Ganz treffsicher ist die Recherche nicht ausgefallen: Gleich neben "Umbo", dem blauen Künstlernamen des Fotografen Otto Umbehr, leuchtet "Kilengi", ebenfalls in Blau. Das allerdings war der Titel einer Ausstellung über afrikanische Kunst, nicht Umbos Nachname. Und dass Elke Krystufek sich auf Luise F. Pusch beruft und deren jahrzehntelanger Erfahrung in ermüdenden Gleichstellungsübungen, stellt ihre künftigen Arbeiten nicht unbedingt unter Kunstverdacht. Aber um Sinnenreiz und Augenkitzel geht es auch nicht mehr, wenn die Wiener Akademieprofessorin die Kunstgeschichte neu schreiben möchte:

"Mich interessiert auch, was macht jetzt die Generation nach mir? Ich bin ja auch schon mid-career. Was machen die Frauen, die jetzt 20 sind, wie gehen die mit Feminismus um und was gibt es da für Genderfragen? An der Akademie in Wien habe ich bewusst eine feministische Assistentin ausgewählt und meine Nachfolge ist jetzt ein Transgender-Professor, den wir lanciert haben an der Akademie. Wir haben also auch ein Stück dieser Geschichte mit verändert."

Und dann erzählt die Malerin - nach einer trostlosen Übung in Statistik - doch Geschichten: mit einer Porträtserie, sparsam gehängt in der fast leer wirkenden Jugendstilhalle. Neben berühmten Künstlernamen findet sich da auch eine Filmfigur aus Alexander Kluges Film "Die Artisten in der Zirkuskuppel ratlos":

Elke Krystufek: "Leni Peikert scheitert ja als Figur, Geld für ihren Zirkus aufzutreiben. Bas Jan Ader scheitert bei seiner Überfahrt durch den Ozean. Kirchner ist durch seinen Selbstmord gescheitert an seinem Lebensentwurf. Die Expressionisten sind auch gescheitert in dem, was sie finden wollten in der Südsee."

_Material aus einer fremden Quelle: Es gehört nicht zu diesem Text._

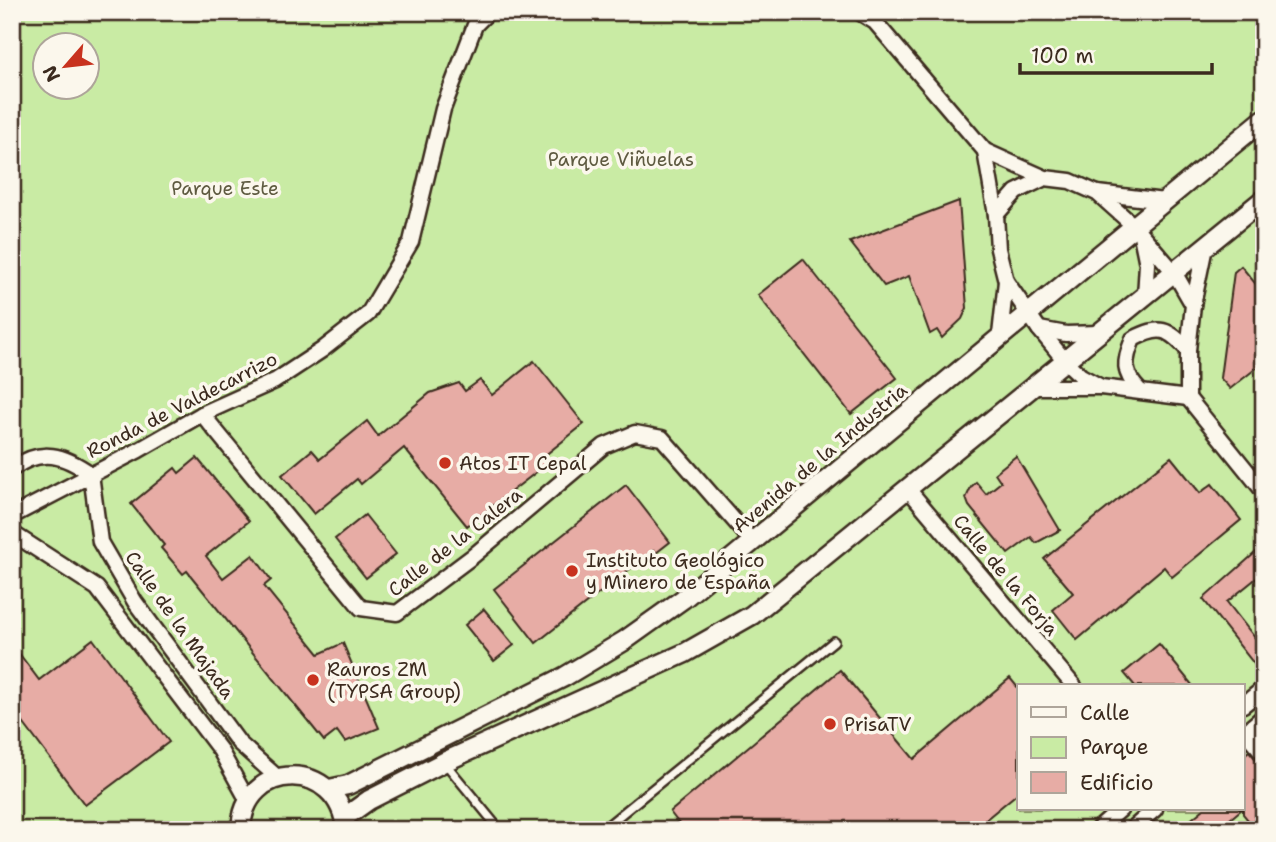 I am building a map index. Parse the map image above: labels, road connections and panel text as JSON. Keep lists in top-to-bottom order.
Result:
{
  "streets": {
    "street": [
      "Ronda de Valdecarrizo",
      "Avenida de la Industria",
      "Calle de la Calera",
      "Calle de la Forja",
      "Calle de la Majada"
    ]
  },
  "crossings": [
    ["Ronda de Valdecarrizo", "Calle de la Calera"],
    ["Ronda de Valdecarrizo", "Calle de la Majada"],
    ["Avenida de la Industria", "Calle de la Calera"]
  ],
  "parks": ["Parque Viñuelas", "Parque Este"],
  "places": [
    "Atos IT Cepal",
    "Instituto Geológico y Minero de España",
    "Rauros ZM (TYPSA Group)",
    "PrisaTV"
  ],
  "legend": ["Calle", "Parque", "Edificio"],
  "scale_bar": "100 m",
  "north": "bottom left"
}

Nämlich schöne, nackte Körper - Männerklischees, glaubt man Krystufek. Dieses Vorurteil erhärtet sie mit einem bereits von der Biennale in Venedig bekannten Verfahren, der Inversion, einer platten und einfachen Umkehrung: Wo bisher die Herren Künstler nackte Frauen malten, holt sich nun eine Frau nackte Männermodelle ins Atelier. "Does a female painting speak rather 2 a woman?", ist als Frage an den Rand gekritzelt, ob ein Akt- oder Pornobild aus weiblicher Sicht eher Frauen anspricht:

"Gerade meine Bilder sprechen ja sehr vehement, weil sie eben oft sehr textlastig sind - und die Texte eine andere Art von Auseinandersetzung ermöglichen."

Genau das aber bewirken ganze Kolonnen von handschriftlichen Notaten nicht. Eher nährt diese Art der literarischen Absicherung und Beglaubigung schwacher Gemälde ein Misstrauen gegen die krampfhaften Versuche, sich überall, in jedem Genre zu beweisen. Beim Direktor der Kestner-Gesellschaft wäre das gar nicht nötig, denn Veit Görner hat längst verstanden, was das gar nicht so neue Prinzip künstlerischer Institutionenkritik angeht:

"Sie brauchen das System, das sie bekämpfen, um überhaupt ökonomisch erfolgreich sein zu können. Und wir haben uns dann darauf geeinigt, die Ausstellung doch durchzuführen. Was wir nicht nachgegeben haben, waren ihre Forderungen, dass sie Texthoheit beansprucht hat. Da muss ich dann einfach sagen: Ich als Autor schreibe meine Texte und sie als Künstlerin malt ihre Bilder - und ich male ihr nicht rein und sie schreibt mir nicht rein. Ende!"